An die hellbraune Türe meines Zimmers wird ein folierter Zettel mit der Aufschrift »Schutzisolierung« geklebt, davor ein kleiner Wagen mit allerhand Hygieneartikel geparkt. Denn ab sofort darf das Krankenhauspersonal sowie Besuch nur noch mit Maske und Handschuhen zu mir ins Zimmer kommen. Ich fühle mich wie ein Aussätziger. Doch eine meiner Lieblingskrankenschwestern beruhigt mich gleich: »Das hat nichts damit zu tun, dass du krank bist, sondern ist dafür da, dass du nicht krank wirst.« Aber immerhin: Meine Blutwerte sind gut genug, damit wir mit der nächsten Infusionsrunde starten können. Der Chemo-Nachschlag ist im Gegensatz zur ersten Ladung fast ein »Portiönchen«. Zwei kleine Infusionen à zehn Minuten rinnen in mich hinein, fertig. Unglaublich, wie schnell ich mich an diesen Vorgang gewöhne, obwohl ich mein Leben lang bisher keine einzige Infusion bekommen habe.

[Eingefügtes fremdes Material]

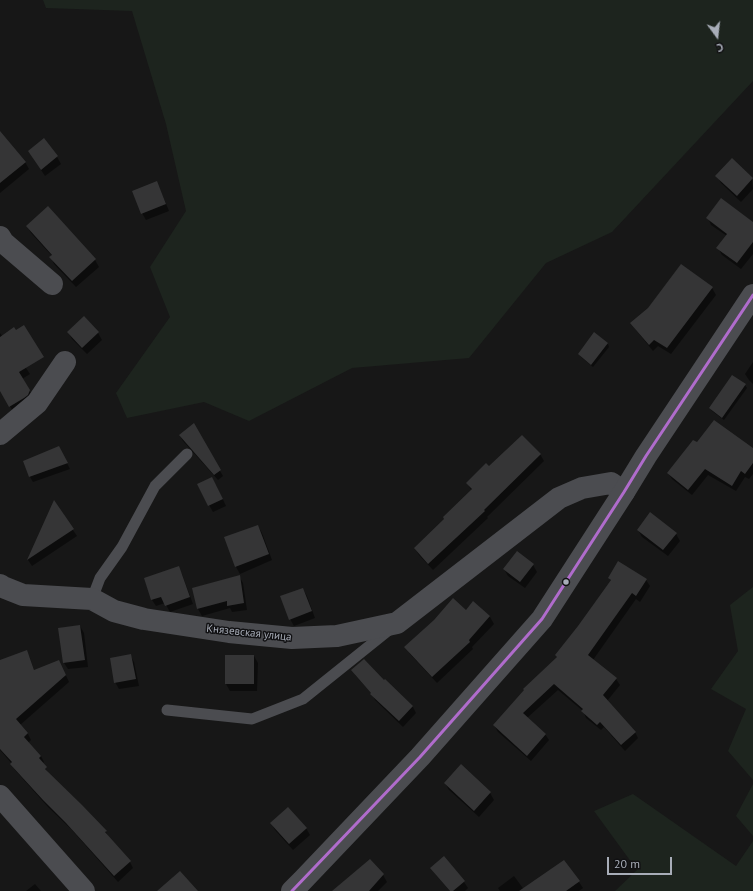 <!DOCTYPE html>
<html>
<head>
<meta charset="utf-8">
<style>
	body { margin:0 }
	#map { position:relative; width:753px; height:891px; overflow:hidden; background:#171717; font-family:"PT Sans",sans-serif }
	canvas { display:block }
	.north { position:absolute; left:697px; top:16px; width:40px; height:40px; -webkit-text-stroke:3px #111113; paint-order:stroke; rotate:165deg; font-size:11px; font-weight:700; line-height:16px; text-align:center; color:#a8adb8 }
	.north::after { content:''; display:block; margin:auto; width:14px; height:18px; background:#a8adb8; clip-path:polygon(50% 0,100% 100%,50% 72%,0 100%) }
	.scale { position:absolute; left:607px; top:857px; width:65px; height:18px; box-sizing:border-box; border:2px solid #a8adb8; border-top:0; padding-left:5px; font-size:12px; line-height:14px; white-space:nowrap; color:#a8adb8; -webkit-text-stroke:3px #111113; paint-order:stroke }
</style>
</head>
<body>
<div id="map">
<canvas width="753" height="891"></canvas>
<div class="north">С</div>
<div class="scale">20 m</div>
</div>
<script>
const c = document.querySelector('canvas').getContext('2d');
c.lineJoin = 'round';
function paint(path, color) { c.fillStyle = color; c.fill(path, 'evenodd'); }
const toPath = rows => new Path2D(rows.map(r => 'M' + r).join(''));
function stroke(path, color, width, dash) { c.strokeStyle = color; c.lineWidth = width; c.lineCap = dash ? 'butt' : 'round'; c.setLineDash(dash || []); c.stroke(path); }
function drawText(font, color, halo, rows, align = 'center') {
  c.font = font + ' "PT Sans",sans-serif'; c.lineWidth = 3; c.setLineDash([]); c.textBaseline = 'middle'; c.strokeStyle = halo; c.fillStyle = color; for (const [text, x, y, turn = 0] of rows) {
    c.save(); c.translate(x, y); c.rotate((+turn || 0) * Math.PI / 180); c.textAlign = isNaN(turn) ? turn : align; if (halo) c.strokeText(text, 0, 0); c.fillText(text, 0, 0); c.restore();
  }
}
paint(toPath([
	[43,0,753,0,753,81,612,232,546,263,469,358,352,368,249,421,204,402,127,418,116,393,170,317,150,267,186,211,166,124,132,11,46,8],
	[753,587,753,780,728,751,746,709,711,689,738,651,730,605],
	[753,784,753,836,736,816],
	[633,794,736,866,753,841,753,891,615,891,637,870,594,811]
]), '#1d241e');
paint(toPath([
	[44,140,57,157,61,164,45,176,33,158],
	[0,147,25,162,29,169,0,193],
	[717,176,752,179,753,189,741,202,721,183],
	[156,182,160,189,169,211,146,220,142,213],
	[708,218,753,223,753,254,741,269,722,255,718,248,727,236,711,225],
	[27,226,95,260,99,267,76,287,54,264,51,257,52,256,31,233],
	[712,288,716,295,671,354,658,346,653,351,636,330,632,324],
	[84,318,98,333,102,340,87,354,72,339,68,332],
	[0,333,26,368,30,374,22,379,34,398,14,413,0,390],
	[594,334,608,344,609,347,593,367,581,357,579,354],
	[753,362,753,384,749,380,745,374],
	[733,376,745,385,747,388,724,420,712,411,710,408],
	[193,425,223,476,218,480,183,441,180,436],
	[697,443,753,450,753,474,749,479,745,477,736,491,708,475,692,495,672,479,668,473],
	[62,453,70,469,33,482,30,477,24,461],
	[540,454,544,461,487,517,488,518,433,570,419,555,415,549,445,519,472,491,467,483,489,468],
	[216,485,226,506,213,512,209,505],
	[54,502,77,536,32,566,28,560],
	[258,526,262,533,272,560,240,574,236,567,225,538],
	[638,530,676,534,680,541,668,556,642,537],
	[517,553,533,565,537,572,525,588,508,576,504,569],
	[178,567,182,574,193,604,170,612,165,603,156,606,152,600],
	[239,576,243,583,247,610,232,612,230,608,202,616,198,609,193,588],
	[609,578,646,580,650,586,640,602,636,599,593,660,616,679,620,685,607,701,635,732,638,738,625,751,604,727,601,730,586,718,583,711,558,690,527,718,545,734,549,740,531,761,498,732,494,725,558,658,579,626,611,581],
	[303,589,307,596,315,618,294,626,290,619],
	[473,603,490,617,494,624,472,647,473,649,437,683,410,654,406,647,435,620,466,611],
	[80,626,84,633,88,667,68,669,64,663],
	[26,651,30,658,34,670,62,667,69,682,20,725,28,734,31,740,28,743,41,756,44,762,42,764,50,775,106,832,109,838,130,862,133,868,118,882,71,829,48,807,15,770,11,764,12,764,0,750,0,667],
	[130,655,134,662,139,686,119,689,115,682],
	[254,656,258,663,257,691,230,691,226,684],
	[353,670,384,682,385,680,413,707,416,713,403,727,375,700,372,694,356,676],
	[461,766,490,793,494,800,479,817,449,790,445,783],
	[271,823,306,828,310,835,293,850,275,830],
	[432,868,464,882,468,888,465,891,450,891,436,875],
	[383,875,387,882,378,891,335,891],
	[514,876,525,891,500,891,498,888],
	[579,882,583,888,579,891,555,891],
	[35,884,41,891,26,891]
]), '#0007');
paint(toPath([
	[0,131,26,162,0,183],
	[44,138,58,156,41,170,28,151],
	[732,158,753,178,737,196,715,176],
	[157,181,166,204,141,214,132,191],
	[721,198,753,222,753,242,737,263,716,248,727,234,706,218],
	[48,206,96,259,72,281,49,257,52,255,26,226],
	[681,264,713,287,667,348,654,340,649,345,630,323,648,308],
	[84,316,99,332,82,348,67,332],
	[24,325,44,357,19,372,30,390,28,395,24,398,9,407,0,391,0,337,14,327,16,330],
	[594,332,608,343,591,365,578,354],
	[732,375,746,384,722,418,709,408],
	[714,420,753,448,753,463,745,474,741,471,732,486,705,469,688,490,667,473,693,440,697,442],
	[194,423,221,470,214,475,179,435],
	[522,435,541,454,484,510,485,511,428,564,414,548,444,519,443,517,472,489,466,483,486,463,489,466],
	[59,446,68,463,29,477,23,461],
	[212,477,223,499,208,506,197,484],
	[54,500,74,529,27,560],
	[650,512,677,533,663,550,637,530],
	[258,525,269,554,235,567,224,537],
	[517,551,534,564,520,582,503,569],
	[618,561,647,579,636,596,632,593,588,655,617,678,603,695,636,732,621,745,600,722,597,725,581,711,583,709,554,684,523,713,546,734,527,756,493,725,524,690,523,689,557,657,555,655,578,626,611,580,608,578],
	[179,566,190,597,165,606,161,597,151,600,144,578],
	[240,575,244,603,227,606,227,601,197,609,192,588],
	[303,588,312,611,289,620,280,596],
	[453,598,466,610,473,601,490,616,469,640,470,642,432,677,404,647,434,620],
	[80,625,85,660,63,663,58,628],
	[27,650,34,670,59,660,66,675,16,719,28,733,24,737,41,756,39,758,47,767,45,769,82,805,107,831,105,832,131,861,114,876,66,823,43,800,10,764,12,762,0,749,0,660],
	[131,654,136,679,114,683,110,658],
	[225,655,254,655,254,684,225,684],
	[364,659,384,680,385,679,413,706,399,721,370,694,371,693,351,670],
	[461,764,491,792,474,811,444,783],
	[288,807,307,828,289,844,270,823],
	[444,856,465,881,453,891,450,891,430,868],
	[370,859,384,874,369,891,332,891],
	[564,860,580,881,566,891,519,891],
	[180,871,198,891,157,891]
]), '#353536');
stroke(toPath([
	[92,599,100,578,122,547,155,486,187,454],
	[167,710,252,719,303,699,389,630]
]), '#4b4c50', 11);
stroke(toPath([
	[0,237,3,242,52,284],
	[0,434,37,403,65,362],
	[0,585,3,587,23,595,92,599,114,611,144,619,229,632,292,638,337,636,397,623,559,498,582,488,611,483,624,492],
	[0,796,84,891]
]), '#4b4c50', 22);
stroke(toPath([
	[292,891,302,881,420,757,542,619,624,492,646,456,753,295]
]), '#4b4c50', 22);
stroke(toPath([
	[292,891,420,757,542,619,624,492,646,456,753,295]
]), '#b06ccc', 3);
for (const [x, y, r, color] of [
	[566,582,3.5,"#a8adb8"]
]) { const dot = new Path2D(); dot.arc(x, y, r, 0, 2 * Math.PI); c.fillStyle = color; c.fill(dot); stroke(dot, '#111113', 1.5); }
drawText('11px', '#a8adb8', '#111113', [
	["Князевская улица",249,633,6]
]);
</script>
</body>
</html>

Zur Sicherheit bleibe ich noch eine Nacht im Krankenhaus, um zu sehen, wie ich das Ganze vertrage. Zum Glück macht mein Körper ganz gut mit und so verbringe ich den Tag im Krankenhaus mit Herumgehen, Zeitunglesen und Fernschauen. Und egal wo ich hinschaue: Ohne Desinfektionsmittel und Schutzmaske komme ich nicht aus. Denn wie die Ironie des Schicksals es will, fällt meine Krankheit zeitlich genau mit dem Ausbruch des Coronavirus zusammen. Nie in meinem Leben habe ich mich mit Hygienemaßnahmen beschäftigt, jetzt tut es die ganze Welt. Wie geht richtiges Händewaschen? Welches Mittel tötet Bakterien und Viren ab? Soll man draußen eine Schutzmaske tragen? Wie gefährlich ist das neue Virus für Menschen? Auf letztere Frage gibt es immer eine Antwort: Vor allem Leute mit schwachem Immunsystem sollen aufpassen.

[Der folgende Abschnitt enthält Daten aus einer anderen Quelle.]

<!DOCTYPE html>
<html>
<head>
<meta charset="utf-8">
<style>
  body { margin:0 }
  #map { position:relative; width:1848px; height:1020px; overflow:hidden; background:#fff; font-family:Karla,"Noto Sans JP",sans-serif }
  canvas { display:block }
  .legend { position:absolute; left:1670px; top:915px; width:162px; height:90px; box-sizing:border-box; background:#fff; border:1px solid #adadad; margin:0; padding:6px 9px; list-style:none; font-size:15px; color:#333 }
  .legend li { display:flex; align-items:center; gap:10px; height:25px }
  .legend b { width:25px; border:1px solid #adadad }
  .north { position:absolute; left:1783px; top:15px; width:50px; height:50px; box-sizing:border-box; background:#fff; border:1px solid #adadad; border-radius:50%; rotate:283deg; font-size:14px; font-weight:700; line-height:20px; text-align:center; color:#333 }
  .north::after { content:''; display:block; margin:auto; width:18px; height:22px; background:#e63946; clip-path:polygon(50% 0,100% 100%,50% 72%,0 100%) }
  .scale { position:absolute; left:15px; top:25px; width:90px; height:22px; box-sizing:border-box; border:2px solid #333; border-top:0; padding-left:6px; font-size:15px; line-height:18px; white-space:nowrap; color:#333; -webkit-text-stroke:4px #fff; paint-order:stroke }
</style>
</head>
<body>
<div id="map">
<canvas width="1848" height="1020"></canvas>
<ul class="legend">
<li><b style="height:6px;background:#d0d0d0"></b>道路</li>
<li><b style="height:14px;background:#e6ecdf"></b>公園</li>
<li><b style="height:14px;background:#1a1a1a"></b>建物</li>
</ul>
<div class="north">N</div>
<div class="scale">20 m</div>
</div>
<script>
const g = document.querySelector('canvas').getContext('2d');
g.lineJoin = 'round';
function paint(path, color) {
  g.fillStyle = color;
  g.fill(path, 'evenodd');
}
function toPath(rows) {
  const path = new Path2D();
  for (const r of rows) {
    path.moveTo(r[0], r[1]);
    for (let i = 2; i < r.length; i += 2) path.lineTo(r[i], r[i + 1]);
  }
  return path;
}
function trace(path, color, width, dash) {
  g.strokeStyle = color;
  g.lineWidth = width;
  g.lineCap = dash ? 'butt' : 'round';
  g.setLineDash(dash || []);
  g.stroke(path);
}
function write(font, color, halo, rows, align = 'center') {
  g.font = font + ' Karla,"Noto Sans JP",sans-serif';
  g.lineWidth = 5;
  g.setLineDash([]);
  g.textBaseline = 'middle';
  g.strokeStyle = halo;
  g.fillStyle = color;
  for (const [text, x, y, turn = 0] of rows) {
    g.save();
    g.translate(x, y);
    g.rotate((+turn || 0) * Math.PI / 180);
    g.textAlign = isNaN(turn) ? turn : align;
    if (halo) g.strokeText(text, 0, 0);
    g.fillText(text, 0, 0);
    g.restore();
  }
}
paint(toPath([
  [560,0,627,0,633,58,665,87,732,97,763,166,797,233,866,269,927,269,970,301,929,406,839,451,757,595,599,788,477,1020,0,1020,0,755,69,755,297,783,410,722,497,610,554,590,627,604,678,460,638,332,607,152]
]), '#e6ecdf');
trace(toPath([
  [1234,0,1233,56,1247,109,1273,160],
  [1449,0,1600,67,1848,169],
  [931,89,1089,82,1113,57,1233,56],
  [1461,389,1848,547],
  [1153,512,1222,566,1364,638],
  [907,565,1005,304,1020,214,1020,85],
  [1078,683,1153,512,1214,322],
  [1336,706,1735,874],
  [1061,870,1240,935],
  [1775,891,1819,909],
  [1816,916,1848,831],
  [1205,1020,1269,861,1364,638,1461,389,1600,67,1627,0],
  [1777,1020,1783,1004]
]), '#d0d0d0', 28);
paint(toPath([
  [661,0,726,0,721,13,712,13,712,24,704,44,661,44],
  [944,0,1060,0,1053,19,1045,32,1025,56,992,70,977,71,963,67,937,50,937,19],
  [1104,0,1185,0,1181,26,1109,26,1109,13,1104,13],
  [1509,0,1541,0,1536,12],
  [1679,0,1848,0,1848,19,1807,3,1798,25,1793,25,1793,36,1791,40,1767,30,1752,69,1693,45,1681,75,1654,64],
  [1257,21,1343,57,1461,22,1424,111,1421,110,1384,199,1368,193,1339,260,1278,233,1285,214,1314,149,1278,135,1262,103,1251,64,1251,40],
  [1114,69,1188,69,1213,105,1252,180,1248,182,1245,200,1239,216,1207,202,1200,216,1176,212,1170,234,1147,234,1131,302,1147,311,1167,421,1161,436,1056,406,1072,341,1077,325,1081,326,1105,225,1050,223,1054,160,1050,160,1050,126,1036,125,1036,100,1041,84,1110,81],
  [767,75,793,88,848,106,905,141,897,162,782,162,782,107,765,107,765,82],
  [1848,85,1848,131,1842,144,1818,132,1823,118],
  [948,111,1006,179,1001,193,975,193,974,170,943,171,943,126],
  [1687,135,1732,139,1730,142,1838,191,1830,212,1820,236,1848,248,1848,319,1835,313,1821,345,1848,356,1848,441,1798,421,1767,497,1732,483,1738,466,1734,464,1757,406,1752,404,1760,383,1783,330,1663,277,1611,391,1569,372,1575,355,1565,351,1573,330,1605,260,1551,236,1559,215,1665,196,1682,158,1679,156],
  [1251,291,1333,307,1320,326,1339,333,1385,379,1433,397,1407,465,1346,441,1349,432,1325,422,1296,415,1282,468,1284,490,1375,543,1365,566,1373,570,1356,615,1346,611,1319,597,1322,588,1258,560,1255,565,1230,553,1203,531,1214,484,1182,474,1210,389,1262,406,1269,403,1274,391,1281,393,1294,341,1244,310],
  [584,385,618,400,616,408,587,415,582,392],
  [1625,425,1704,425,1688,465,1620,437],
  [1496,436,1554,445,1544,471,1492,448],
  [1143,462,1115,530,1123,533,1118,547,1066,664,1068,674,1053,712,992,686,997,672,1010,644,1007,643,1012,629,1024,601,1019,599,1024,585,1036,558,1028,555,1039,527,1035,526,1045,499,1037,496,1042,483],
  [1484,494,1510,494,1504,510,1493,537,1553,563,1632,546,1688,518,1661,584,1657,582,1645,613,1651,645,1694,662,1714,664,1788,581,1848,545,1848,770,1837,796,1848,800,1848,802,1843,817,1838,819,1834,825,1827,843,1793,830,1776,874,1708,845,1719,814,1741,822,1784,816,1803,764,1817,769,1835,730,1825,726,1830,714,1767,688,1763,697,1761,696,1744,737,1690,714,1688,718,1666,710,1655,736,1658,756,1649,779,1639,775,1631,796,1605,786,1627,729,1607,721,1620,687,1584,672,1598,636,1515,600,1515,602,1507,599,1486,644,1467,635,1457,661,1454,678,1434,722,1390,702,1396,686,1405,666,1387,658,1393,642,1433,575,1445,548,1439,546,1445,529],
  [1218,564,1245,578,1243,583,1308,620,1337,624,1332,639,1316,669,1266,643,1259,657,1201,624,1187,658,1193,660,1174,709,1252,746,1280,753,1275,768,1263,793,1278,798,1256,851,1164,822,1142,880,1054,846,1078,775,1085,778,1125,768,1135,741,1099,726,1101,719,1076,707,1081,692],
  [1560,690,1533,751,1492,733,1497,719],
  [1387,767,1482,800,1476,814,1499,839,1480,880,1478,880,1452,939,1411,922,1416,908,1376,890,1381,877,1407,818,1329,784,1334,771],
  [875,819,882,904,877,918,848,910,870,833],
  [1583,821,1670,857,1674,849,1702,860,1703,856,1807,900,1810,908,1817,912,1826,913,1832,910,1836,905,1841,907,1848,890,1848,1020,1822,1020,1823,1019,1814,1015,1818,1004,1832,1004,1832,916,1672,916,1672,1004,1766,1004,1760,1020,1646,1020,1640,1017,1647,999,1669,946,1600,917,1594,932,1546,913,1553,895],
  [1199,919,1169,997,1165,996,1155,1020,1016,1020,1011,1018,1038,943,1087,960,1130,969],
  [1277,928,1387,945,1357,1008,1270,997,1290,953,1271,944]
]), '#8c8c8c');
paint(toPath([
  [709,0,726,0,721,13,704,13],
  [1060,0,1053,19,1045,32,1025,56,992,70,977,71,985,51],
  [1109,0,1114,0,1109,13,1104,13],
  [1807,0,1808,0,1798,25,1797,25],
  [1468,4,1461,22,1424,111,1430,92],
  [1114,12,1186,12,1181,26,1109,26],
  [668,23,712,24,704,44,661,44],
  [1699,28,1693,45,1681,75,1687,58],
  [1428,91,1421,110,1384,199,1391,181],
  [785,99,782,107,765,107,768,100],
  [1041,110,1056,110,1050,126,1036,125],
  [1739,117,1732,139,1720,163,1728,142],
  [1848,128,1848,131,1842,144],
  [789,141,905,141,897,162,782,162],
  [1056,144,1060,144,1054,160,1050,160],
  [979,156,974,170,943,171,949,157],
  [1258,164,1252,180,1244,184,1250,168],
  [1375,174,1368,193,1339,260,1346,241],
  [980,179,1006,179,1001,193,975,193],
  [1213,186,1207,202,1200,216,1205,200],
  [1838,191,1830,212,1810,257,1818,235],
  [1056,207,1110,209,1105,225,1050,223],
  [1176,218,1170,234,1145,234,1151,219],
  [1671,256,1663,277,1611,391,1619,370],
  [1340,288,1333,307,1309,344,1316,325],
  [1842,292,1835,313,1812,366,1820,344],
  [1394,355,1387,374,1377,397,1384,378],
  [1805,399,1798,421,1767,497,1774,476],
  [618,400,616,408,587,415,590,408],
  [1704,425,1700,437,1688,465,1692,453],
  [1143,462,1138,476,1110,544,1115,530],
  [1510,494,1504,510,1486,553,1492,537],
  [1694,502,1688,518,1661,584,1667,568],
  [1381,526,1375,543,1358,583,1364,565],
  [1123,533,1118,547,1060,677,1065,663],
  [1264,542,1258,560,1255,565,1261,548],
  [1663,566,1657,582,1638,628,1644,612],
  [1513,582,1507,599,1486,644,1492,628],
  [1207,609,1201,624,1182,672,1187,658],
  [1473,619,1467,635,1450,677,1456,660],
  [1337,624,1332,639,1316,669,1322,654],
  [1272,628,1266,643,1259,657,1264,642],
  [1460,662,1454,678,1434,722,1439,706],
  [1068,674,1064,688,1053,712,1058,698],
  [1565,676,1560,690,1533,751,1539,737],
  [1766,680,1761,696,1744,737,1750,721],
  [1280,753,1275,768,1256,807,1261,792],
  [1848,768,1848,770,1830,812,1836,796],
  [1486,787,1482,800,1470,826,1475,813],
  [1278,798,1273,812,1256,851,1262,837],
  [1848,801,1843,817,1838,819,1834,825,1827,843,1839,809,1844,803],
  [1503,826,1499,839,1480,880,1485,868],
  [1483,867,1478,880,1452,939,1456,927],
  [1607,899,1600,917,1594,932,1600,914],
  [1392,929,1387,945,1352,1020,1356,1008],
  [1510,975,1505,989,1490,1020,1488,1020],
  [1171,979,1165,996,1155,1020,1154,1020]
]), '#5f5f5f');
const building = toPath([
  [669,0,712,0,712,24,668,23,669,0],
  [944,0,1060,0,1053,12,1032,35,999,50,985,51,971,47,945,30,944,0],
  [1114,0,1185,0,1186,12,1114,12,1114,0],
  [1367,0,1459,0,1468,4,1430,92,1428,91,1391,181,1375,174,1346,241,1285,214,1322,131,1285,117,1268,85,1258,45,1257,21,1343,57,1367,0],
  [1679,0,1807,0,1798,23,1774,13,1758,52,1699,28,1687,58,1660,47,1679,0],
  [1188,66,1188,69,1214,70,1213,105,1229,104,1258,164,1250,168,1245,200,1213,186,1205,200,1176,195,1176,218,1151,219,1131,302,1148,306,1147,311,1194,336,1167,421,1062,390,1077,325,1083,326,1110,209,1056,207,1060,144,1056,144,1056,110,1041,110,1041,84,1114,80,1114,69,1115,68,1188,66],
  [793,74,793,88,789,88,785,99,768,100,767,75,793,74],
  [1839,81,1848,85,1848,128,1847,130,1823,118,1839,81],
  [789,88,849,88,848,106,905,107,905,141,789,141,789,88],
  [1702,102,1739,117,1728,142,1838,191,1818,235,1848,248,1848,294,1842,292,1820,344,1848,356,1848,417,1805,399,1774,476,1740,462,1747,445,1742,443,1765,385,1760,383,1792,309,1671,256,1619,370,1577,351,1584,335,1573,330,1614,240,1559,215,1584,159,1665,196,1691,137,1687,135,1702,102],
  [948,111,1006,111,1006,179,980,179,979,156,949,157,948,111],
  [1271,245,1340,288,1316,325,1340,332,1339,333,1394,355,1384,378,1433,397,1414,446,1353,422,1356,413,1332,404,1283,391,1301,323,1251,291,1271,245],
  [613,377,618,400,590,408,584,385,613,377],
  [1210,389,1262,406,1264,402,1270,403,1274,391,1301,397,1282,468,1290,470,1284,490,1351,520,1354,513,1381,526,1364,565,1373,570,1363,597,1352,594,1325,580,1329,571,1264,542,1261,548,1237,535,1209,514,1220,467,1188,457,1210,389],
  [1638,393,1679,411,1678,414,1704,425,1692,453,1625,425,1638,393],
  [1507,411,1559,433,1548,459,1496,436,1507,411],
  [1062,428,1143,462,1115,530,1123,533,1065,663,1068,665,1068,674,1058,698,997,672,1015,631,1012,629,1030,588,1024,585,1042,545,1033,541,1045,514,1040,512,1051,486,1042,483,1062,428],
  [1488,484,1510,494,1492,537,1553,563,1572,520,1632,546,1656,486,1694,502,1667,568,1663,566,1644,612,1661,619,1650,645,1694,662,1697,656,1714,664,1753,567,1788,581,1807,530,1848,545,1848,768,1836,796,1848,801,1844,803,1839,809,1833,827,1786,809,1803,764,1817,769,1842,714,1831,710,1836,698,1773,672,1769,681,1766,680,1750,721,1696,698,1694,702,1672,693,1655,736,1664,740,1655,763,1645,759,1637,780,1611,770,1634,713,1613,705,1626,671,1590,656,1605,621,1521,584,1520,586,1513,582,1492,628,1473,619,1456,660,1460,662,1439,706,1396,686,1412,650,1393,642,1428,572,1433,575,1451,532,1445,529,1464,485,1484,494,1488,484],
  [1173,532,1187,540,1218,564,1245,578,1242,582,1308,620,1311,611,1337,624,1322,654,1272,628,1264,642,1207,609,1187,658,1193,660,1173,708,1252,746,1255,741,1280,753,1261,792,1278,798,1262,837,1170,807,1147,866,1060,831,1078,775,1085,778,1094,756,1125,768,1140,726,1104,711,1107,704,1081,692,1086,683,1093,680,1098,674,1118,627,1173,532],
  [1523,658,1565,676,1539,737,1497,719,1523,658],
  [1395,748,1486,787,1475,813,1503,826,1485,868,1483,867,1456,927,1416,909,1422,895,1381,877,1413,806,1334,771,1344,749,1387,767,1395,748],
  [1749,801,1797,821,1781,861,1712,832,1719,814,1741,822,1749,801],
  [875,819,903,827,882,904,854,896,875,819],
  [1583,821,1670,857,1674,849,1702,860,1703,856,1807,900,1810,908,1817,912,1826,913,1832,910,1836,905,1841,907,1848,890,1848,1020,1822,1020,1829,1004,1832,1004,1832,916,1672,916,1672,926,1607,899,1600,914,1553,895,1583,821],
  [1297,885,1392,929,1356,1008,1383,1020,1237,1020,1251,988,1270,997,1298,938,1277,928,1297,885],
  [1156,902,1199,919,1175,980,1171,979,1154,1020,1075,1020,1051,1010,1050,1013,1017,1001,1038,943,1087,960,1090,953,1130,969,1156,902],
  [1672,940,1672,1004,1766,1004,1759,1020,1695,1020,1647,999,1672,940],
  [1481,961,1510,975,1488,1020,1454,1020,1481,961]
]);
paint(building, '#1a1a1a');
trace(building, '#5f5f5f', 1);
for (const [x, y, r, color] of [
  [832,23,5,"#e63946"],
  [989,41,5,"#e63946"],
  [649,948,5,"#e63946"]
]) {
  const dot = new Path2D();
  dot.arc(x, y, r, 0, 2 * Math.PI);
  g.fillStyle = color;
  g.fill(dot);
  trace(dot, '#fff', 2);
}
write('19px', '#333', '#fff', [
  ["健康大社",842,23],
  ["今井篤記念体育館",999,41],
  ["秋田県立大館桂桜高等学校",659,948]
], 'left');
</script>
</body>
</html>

Bis vor wenigen Wochen hätte ich nicht zu dieser Gruppe gehört, jetzt ist das anders. Es ist ein komisches Gefühl, plötzlich derjenige zu sein, für den so etwas wirklich gefährlich werden könnte und nicht immer nur über »die anderen« zu sprechen. Nach einer kurzen Nacht im Spital darf ich endlich nach Hause. Die erste Runde ist geschafft und ich darf zum ersten Mal seit zehn Tagen – seitdem der Port-a-Cath in meine Brust operiert wurde – wieder richtig und ausgiebig duschen. Ich glaube, es ist die beste Dusche meines Lebens.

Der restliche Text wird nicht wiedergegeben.